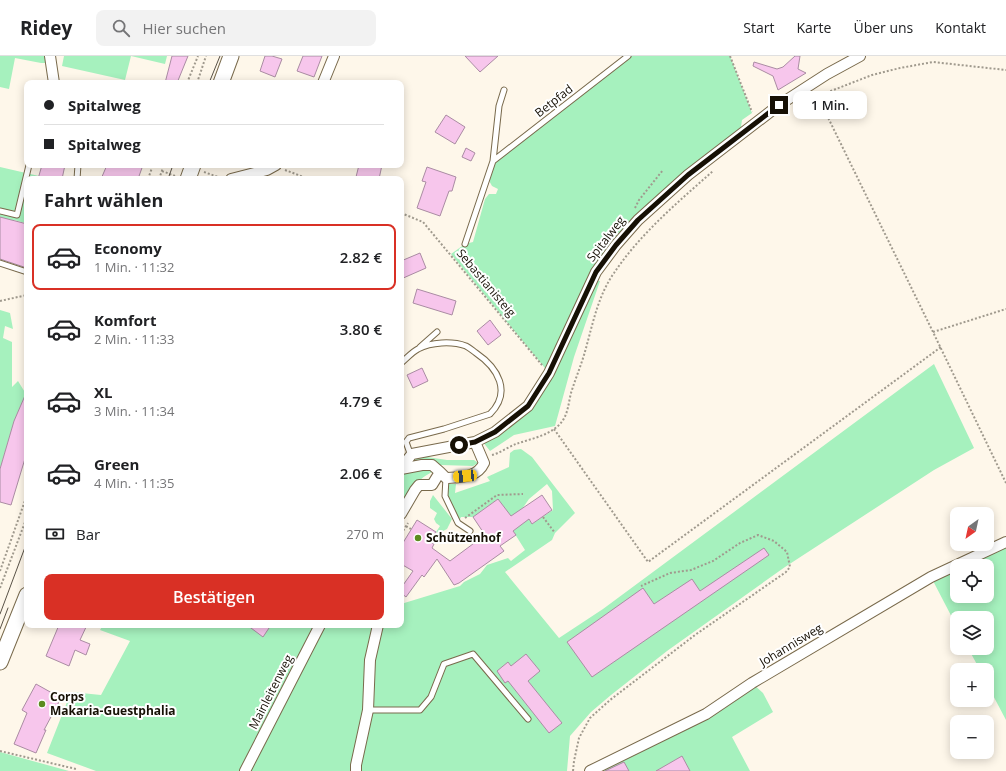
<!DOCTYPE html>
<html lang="de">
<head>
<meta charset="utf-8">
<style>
  :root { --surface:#fff; --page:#f2f2f2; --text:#202124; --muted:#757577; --line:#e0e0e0; --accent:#d93025 }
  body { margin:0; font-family:"Open Sans",sans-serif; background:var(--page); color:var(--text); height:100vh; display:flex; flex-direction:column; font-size:15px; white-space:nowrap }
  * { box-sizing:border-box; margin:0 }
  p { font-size:13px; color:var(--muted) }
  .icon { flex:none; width:22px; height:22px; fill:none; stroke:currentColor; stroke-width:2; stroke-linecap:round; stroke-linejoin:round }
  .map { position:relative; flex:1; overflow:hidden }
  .side { position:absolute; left:24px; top:120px; width:380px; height:452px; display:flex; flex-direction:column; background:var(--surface); border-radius:8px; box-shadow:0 2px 10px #0003 }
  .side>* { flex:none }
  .guide { position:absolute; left:24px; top:24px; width:380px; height:88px; border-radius:8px; box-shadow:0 2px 10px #0003; display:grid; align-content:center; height:88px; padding:0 20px; background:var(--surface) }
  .needle { width:26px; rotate:213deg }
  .buttons { position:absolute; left:950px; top:451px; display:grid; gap:8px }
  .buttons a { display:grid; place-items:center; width:44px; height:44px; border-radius:8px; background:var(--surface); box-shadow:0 2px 10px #0003; font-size:20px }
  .end { position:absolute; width:18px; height:18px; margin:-9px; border:5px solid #161005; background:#fff; box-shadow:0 0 0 2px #fff }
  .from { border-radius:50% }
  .bubble { position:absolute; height:28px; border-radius:8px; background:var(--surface); box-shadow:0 2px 10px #0003; font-size:13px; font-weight:600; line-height:28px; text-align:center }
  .car { position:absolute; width:12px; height:24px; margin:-12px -6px; border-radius:5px; box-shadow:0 0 3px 1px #0007; background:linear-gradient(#f5c518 24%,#345 0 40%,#f5c518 0 76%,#345 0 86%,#f5c518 0) }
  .guide b { display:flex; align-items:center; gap:14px; height:38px; font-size:15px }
  .guide b+b { border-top:1px solid var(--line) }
  .guide i { width:10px; height:10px; background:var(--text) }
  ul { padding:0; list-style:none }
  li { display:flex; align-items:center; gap:12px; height:66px; margin:0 8px 6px; padding:0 12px; border:2px solid transparent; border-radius:8px }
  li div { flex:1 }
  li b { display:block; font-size:15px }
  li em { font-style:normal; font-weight:600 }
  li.on { border-color:var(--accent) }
  li>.icon { width:36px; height:36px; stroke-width:1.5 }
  h2 { padding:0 20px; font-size:18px; line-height:48px }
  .pay { display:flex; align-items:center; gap:10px; height:44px; padding:0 20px; font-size:15px }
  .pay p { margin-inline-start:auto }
  .primary-button { display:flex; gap:8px; margin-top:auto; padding:8px 20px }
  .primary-button a { flex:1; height:46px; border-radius:8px; background:var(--accent); color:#fff; font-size:16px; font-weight:600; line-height:46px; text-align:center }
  header { display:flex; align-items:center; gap:24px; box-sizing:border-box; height:56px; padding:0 20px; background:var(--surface); border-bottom:1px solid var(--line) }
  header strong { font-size:19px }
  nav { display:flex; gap:22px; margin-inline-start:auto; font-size:14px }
  .search { width:280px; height:36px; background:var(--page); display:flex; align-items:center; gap:10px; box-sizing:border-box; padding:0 14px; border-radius:8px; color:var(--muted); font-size:15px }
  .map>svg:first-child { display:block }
</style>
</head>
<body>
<header>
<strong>Ridey</strong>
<div class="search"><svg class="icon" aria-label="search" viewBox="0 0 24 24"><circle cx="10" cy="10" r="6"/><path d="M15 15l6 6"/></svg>Hier suchen</div>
<nav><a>Start</a><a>Karte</a><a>Über uns</a><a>Kontakt</a></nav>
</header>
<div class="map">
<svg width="1006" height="715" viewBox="0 0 1006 715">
  <rect width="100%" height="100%" fill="#fef7ea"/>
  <!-- green -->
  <path fill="#a6f1be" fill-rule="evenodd" d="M 0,0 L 46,0 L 46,7 L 41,7 L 15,2 L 9,33 L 0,31 Z
    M 64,0 L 167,0 L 165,8 L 131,0 L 125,24 L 62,10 Z
    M 628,0 L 730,0 L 752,57 L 742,64 L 740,78 L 616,189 L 596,225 L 600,225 L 574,301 L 555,370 L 514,379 L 490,395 L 483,386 L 518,359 L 549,317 L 451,198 L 465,188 L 473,186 L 485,143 L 489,138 L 496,138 L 498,133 L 492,130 L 487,121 L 493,105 Z
    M 0,111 L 39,120 L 38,123 L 27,123 L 27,160 L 25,167 L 14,164 L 13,169 L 0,161 Z
    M 0,254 L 10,257 L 13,273 L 5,270 L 3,282 L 12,286 L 12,331 L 18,325 L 26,338 L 15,363 L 27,367 L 11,376 L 0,413 Z
    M 934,308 L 974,392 L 934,414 L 785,511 L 667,595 L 611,639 L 591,656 L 570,680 L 567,715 L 360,715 L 374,645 L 375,606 L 383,569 L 401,569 L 401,548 L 460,530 L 464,526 L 480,518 L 487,509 L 508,502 L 511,505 L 525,494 L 513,475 L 518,471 L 498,443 L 473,461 L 461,461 L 458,467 L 445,440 L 445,428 L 456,428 L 455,437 L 490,425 L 487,421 L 509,411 L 510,397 L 514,394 L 521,393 L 532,401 L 575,457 L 555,477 L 552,484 L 505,516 L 559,582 L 603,553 ZM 547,428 L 552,435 L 553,454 L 532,468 L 522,453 L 529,443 Z
    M 420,400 L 447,404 L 474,404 L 478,407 L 473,410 L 409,408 Z
    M 421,413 L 436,414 C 415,424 413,432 401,451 L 401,418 Z
    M 433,439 L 452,463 L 447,473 L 439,477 L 436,476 L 440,470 L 436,467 L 434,463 L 437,457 L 430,452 L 430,445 Z
    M 1006,486 L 1006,664 L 987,628 L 987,614 L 980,614 L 968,592 L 987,592 L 987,562 L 957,562 L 957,571 L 931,521 ZM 957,510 L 987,510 L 987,540 L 957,540 Z
    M 103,569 L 315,569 L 240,715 L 96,715 L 47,697 L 71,636 L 101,639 L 130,585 L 100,574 Z
    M 324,569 L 378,569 L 356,715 L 249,715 Z
    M 752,627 L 763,637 L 773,656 L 732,681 L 750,715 L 590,715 L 706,658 Z
    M 0,696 L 69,715 L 0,715 Z"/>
  <!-- building -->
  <path fill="#f7c6ec" stroke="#aa8ca3" d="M 172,0 L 188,0 L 177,27 L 165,27 Z
    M 265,0 L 272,0 L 282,3 L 275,21 L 260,15 Z
    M 303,0 L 322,0 L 314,21 L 297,15 Z
    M 465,0 L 498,0 L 480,16 Z
    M 795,0 L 800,0 L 798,13 L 806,17 L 778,34 L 773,20 L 753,10 L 754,6 L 777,13 L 783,11 Z
    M 446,59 L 465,71 L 455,88 L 435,76 Z
    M 466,92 L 475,97 L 471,105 L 462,101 Z
    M 42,109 L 65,109 L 62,123 L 38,123 Z
    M 107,109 L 143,109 L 138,123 L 101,123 Z
    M 359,109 L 382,109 L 379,123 L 363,123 L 356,121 Z
    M 427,111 L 456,121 L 452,135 L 449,135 L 440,160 L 417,152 L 426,126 L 422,125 Z
    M 0,161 L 27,168 L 27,212 L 0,203 Z
    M 420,197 L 426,212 L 401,223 L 401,205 Z
    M 417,233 L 456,245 L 452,259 L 413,247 Z
    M 490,264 L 501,279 L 488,289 L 477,275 Z
    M 422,312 L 428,325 L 413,332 L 407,319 Z
    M 27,335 L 27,396 L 11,449 L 0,446 L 0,413 L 14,365 Z
    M 542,439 L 552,454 L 532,468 L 529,463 L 513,475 L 516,479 L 500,490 L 504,495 L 459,527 L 454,529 L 437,503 L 424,521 L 422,519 L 406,541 L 401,537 L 401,532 L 413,515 L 401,508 L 401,490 L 417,464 L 436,476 L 430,486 L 434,488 L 432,492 L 450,505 L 485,479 L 473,461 L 498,443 L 511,460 Z
    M 764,492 L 769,499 L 592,621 L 567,586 L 643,532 L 654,548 L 692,523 L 700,535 Z
    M 59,569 L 87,569 L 80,584 L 90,588 L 86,599 L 75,594 L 69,610 L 46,600 Z
    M 247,569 L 271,569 L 263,581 Z
    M 526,598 L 540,615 L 528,625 L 562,667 L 549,677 L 508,625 L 505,627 L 497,615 L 508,606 L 511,610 Z
    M 36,628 L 61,642 L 44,674 L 46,674 L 36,697 L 14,688 L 27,657 L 22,654 Z
    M 682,700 L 690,715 L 656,715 Z
    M 624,706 L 629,715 L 605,715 Z"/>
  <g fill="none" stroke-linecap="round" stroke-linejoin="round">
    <defs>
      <path id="service" d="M 493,105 L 499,50 L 504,34
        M 77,123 L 78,109
        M 0,155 L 17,159 L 29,109
        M 465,188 L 493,105 L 628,0
        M 0,207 L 27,216
        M 420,291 L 437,276
        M 401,307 C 406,303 412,296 418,293 C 431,286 452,285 466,290 C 470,292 473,295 476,297 C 498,312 512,336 490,358 L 444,373 L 409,382 L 406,386 L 411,400
        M 446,422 L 445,440 L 458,467 L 470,475
        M 368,654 L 420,654 L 431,641 L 444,608 L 473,598 L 528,663"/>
      <path id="minor" d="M 50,0 L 54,27
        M 323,27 L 334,0
        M 231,123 L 267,114 L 276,109
        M 401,412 L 412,398 L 475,386 L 495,376 L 528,350 L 549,317 L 596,216 L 616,189 L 638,164 L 688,119 L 779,49 L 827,18 L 860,0
        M 401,413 L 422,409 L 432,409 L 440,416
        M 401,458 L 415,434 L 419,429 L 432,429 L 440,416 L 446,422 C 461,421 477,422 484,407 L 475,386
        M 245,715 L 320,569
        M 356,715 L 356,709 L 368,654 L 370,604 L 378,569
        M 590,715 L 706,658 L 752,627 L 931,521 L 1006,486"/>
      <path id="secondary" d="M 221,27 L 231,0
        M 188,123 L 193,109
        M 0,606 L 27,539"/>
    </defs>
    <!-- service casing -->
    <use href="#service" stroke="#796a4c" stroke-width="7"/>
    <!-- minor casing -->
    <use href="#minor" stroke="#796a4c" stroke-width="12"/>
    <!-- secondary casing -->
    <use href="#secondary" stroke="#796a4c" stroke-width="17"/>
    <!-- path -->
    <path stroke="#a09a8e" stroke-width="2" stroke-dasharray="2 2" stroke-linecap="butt" d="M 730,0 L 752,56
      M 187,27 L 198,0
      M 197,27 L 206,0
      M 816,37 L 933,276 L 1006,427
      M 798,51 L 818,40 L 872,19 L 900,12 L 933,6 L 1006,14
      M 285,114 L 309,123
      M 162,115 L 175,120
      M 204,116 L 221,122
      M 148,123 L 153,109
      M 159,123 L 164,109
      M 635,152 L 639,144 L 663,114
      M 401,157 L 423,166 L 542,309
      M 0,245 L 27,239
      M 933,276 L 1006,253
      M 554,373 L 648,506 L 941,291
      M 492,399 C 500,397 508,391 516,388 C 530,383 547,380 558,370 C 568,361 568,349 571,337 C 575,324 580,312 584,299 C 592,272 597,241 614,217 C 640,178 678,146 713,115
      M 543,461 L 555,477
      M 465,462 L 497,439 L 523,438
      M 406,470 L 411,473
      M 401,478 L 408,467
      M 401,492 L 404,493
      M 0,515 L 27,439
      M 0,532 L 27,461
      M 0,695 L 76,713
      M 573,715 L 574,705 L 579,682 L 590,662 L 610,644 L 695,579 L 786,516 L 790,511 L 787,496 L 774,485 L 758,479 L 740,487 L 713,505 L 691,514 L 670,517 L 641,530"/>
    <!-- service -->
    <use href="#service" stroke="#fff" stroke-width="5"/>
    <!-- minor -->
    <use href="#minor" stroke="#fff" stroke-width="10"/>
    <!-- secondary -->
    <use href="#secondary" stroke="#fff" stroke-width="15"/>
    <!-- tram -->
    <path stroke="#595247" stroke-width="1" d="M 209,27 L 220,0
      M 168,123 L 173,109
      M 0,558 L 27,486
      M 0,573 L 8,552"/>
  </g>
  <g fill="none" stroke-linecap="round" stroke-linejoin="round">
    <!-- route -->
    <path stroke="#161005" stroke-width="5" d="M 459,389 L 475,386 L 495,376 L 528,350 L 549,317 L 596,216 L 616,189 L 638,164 L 688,119 L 779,49"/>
  </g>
  <!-- markers -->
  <g fill="#5b8b1f" stroke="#fff" stroke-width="1.5">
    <circle cx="418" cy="482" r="4"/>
    <circle cx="42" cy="648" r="4"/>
  </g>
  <g text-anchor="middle" stroke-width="4" stroke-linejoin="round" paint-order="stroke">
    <!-- street labels -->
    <g font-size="12" fill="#161005" stroke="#fff">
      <text transform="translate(554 45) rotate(-38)" y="4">Betpfad</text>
      <text transform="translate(606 183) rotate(-52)" y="4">Spitalweg</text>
      <text transform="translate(486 227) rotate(50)" y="4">Sebastianisteig</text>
      <text transform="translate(791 589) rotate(-31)" y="4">Johannisweg</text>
      <text transform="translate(271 636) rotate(-63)" y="4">Mainleitenweg</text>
    </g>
    <!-- poi labels -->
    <g font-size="12" font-weight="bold" fill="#161005" stroke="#fff" text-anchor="start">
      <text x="426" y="486">Schützenhof</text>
      <text x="50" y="645">Corps<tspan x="50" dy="14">Makaria-Guestphalia</tspan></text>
    </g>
  </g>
</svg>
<div class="buttons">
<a><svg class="needle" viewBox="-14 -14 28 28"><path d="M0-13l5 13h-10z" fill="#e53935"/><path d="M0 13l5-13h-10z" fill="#757577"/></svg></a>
<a><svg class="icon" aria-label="locate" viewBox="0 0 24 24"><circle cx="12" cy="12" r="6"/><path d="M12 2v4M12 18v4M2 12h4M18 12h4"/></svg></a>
<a><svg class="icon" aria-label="layers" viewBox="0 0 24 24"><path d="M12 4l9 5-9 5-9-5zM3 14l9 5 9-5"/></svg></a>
<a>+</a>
<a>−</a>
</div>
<i class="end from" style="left:459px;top:389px"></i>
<i class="end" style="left:779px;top:49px"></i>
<div class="bubble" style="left:793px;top:35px;width:74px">1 Min.</div>
<i class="car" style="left:465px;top:420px;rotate:265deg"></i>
<div class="guide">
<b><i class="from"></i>Spitalweg</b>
<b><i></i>Spitalweg</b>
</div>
<section class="side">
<h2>Fahrt wählen</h2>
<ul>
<li class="on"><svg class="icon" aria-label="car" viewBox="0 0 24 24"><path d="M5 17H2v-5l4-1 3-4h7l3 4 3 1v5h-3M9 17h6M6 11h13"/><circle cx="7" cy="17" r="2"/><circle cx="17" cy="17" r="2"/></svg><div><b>Economy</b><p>1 Min. · 11:32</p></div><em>2.82 €</em></li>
<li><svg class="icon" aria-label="car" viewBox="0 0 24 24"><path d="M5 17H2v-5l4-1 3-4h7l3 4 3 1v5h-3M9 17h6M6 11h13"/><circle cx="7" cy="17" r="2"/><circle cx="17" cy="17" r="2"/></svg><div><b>Komfort</b><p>2 Min. · 11:33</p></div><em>3.80 €</em></li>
<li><svg class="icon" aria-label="car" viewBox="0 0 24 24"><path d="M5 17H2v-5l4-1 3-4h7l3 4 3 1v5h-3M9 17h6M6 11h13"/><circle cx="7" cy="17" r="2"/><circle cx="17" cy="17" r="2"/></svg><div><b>XL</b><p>3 Min. · 11:34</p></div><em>4.79 €</em></li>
<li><svg class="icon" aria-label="car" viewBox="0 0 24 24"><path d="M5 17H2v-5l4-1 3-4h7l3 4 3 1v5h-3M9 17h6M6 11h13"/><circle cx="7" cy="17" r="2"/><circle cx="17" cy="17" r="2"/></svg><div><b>Green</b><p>4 Min. · 11:35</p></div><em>2.06 €</em></li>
</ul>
<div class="pay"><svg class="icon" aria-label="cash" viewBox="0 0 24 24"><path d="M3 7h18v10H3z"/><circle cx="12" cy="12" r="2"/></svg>Bar<p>270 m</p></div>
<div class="primary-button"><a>Bestätigen</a></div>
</section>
</div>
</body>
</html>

▸ **Problem to work on**: The reply should hold an exact repeat of the entries from their opening line through the line with "position:absolute; left:950px; top:451px;", and no pictures at all.

▸ **Exercise output**:
<!DOCTYPE html>
<html lang="de">
<head>
<meta charset="utf-8">
<style>
  :root { --surface:#fff; --page:#f2f2f2; --text:#202124; --muted:#757577; --line:#e0e0e0; --accent:#d93025 }
  body { margin:0; font-family:"Open Sans",sans-serif; background:var(--page); color:var(--text); height:100vh; display:flex; flex-direction:column; font-size:15px; white-space:nowrap }
  * { box-sizing:border-box; margin:0 }
  p { font-size:13px; color:var(--muted) }
  .icon { flex:none; width:22px; height:22px; fill:none; stroke:currentColor; stroke-width:2; stroke-linecap:round; stroke-linejoin:round }
  .map { position:relative; flex:1; overflow:hidden }
  .side { position:absolute; left:24px; top:120px; width:380px; height:452px; display:flex; flex-direction:column; background:var(--surface); border-radius:8px; box-shadow:0 2px 10px #0003 }
  .side>* { flex:none }
  .guide { position:absolute; left:24px; top:24px; width:380px; height:88px; border-radius:8px; box-shadow:0 2px 10px #0003; display:grid; align-content:center; height:88px; padding:0 20px; background:var(--surface) }
  .needle { width:26px; rotate:213deg }
  .buttons { position:absolute; left:950px; top:451px; display:grid; gap:8px }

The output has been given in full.